Work request:
Each line of the data below should be restated exactly, with images left out.

Data shown:
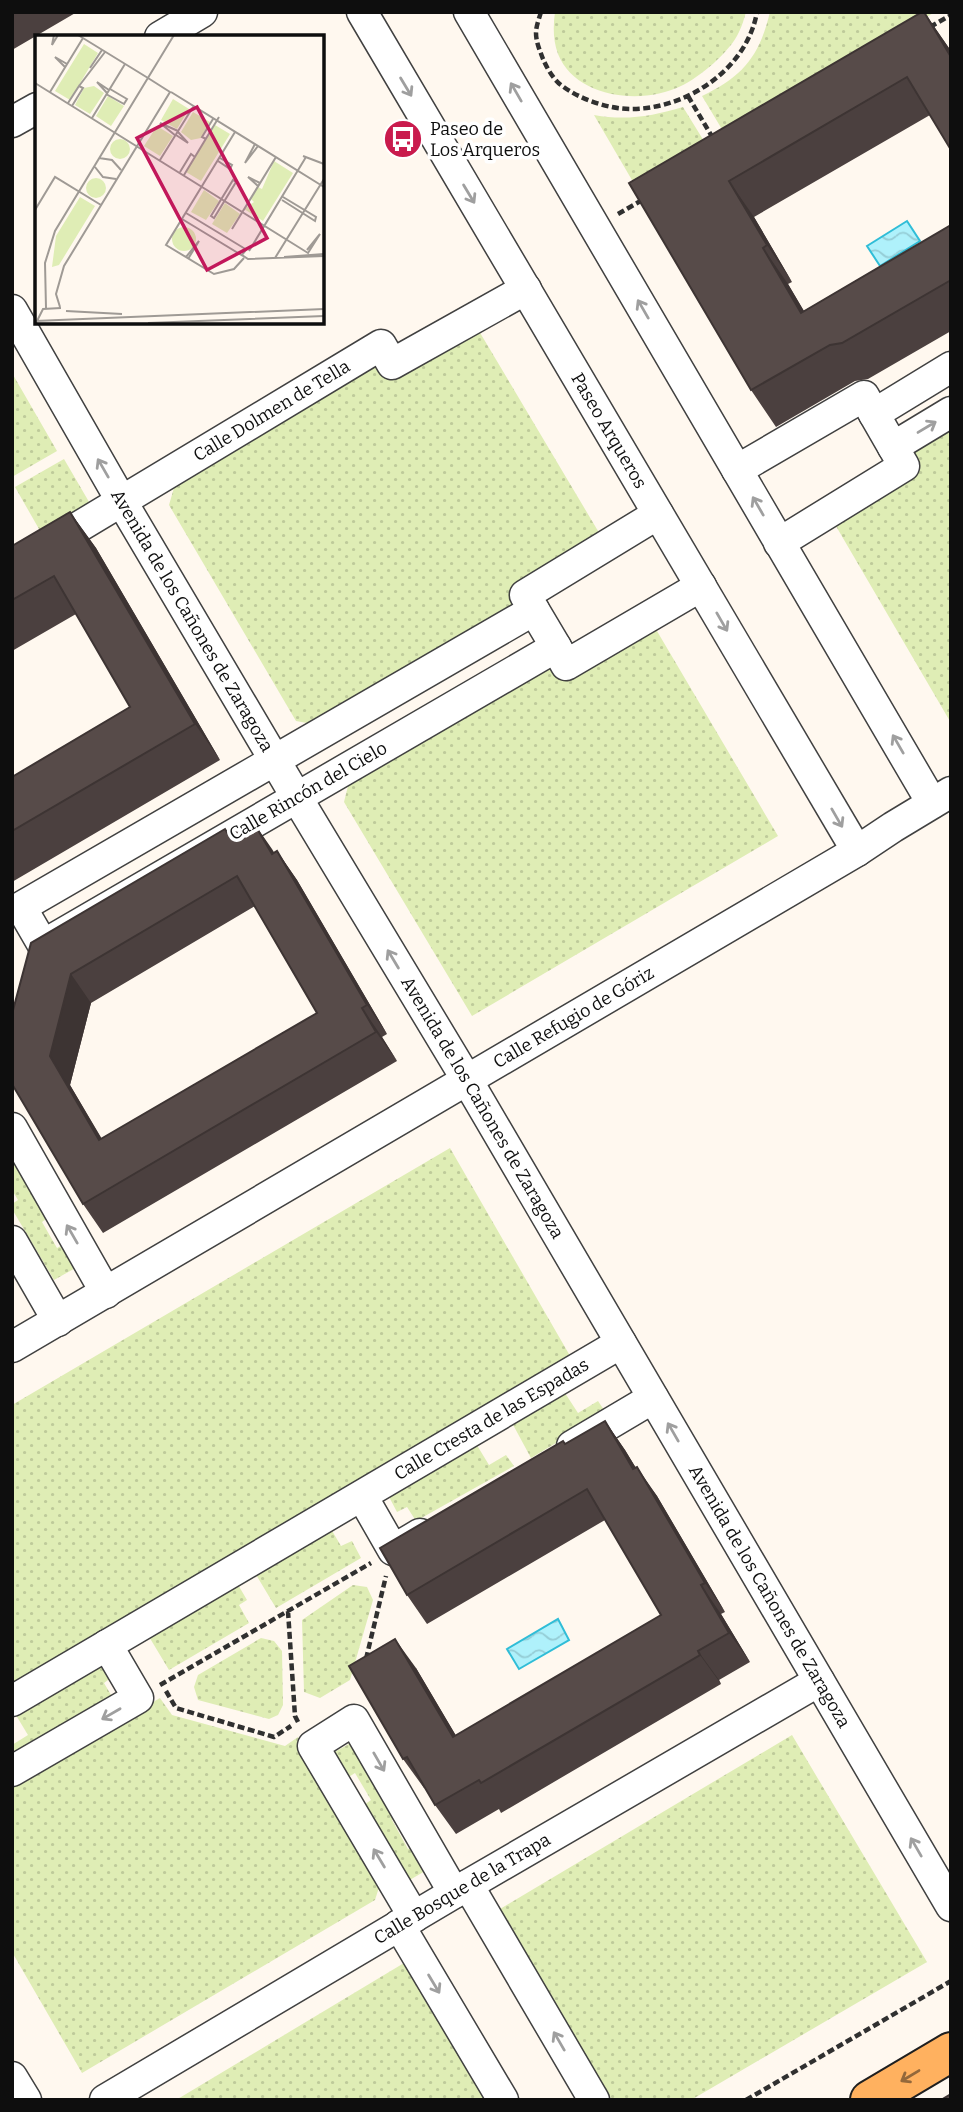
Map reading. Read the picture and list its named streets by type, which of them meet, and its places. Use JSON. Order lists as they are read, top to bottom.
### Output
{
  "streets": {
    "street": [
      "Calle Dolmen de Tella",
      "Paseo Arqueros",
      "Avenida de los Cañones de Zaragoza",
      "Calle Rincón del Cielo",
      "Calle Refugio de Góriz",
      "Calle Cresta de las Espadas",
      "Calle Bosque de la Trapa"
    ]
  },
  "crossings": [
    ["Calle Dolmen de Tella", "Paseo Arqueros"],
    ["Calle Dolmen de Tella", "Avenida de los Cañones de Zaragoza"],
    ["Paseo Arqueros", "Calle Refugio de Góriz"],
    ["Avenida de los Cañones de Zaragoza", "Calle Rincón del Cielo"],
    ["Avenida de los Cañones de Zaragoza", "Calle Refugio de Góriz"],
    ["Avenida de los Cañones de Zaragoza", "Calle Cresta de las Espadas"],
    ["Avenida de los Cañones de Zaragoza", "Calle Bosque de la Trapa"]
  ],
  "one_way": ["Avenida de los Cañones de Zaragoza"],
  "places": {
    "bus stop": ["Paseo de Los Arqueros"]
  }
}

Result:
Map reading. Read the picture and list its named streets by type, which of them meet, and its places. Use JSON. Order lists as they are read, top to bottom.
### Output
{
  "streets": {
    "street": [
      "Calle Dolmen de Tella",
      "Paseo Arqueros",
      "Avenida de los Cañones de Zaragoza",
      "Calle Rincón del Cielo",
      "Calle Refugio de Góriz",
      "Calle Cresta de las Espadas",
      "Calle Bosque de la Trapa"
    ]
  },
  "crossings": [
    ["Calle Dolmen de Tella", "Paseo Arqueros"],
    ["Calle Dolmen de Tella", "Avenida de los Cañones de Zaragoza"],
    ["Paseo Arqueros", "Calle Refugio de Góriz"],
    ["Avenida de los Cañones de Zaragoza", "Calle Rincón del Cielo"],
    ["Avenida de los Cañones de Zaragoza", "Calle Refugio de Góriz"],
    ["Avenida de los Cañones de Zaragoza", "Calle Cresta de las Espadas"],
    ["Avenida de los Cañones de Zaragoza", "Calle Bosque de la Trapa"]
  ],
  "one_way": ["Avenida de los Cañones de Zaragoza"],
  "places": {
    "bus stop": ["Paseo de Los Arqueros"]
  }
}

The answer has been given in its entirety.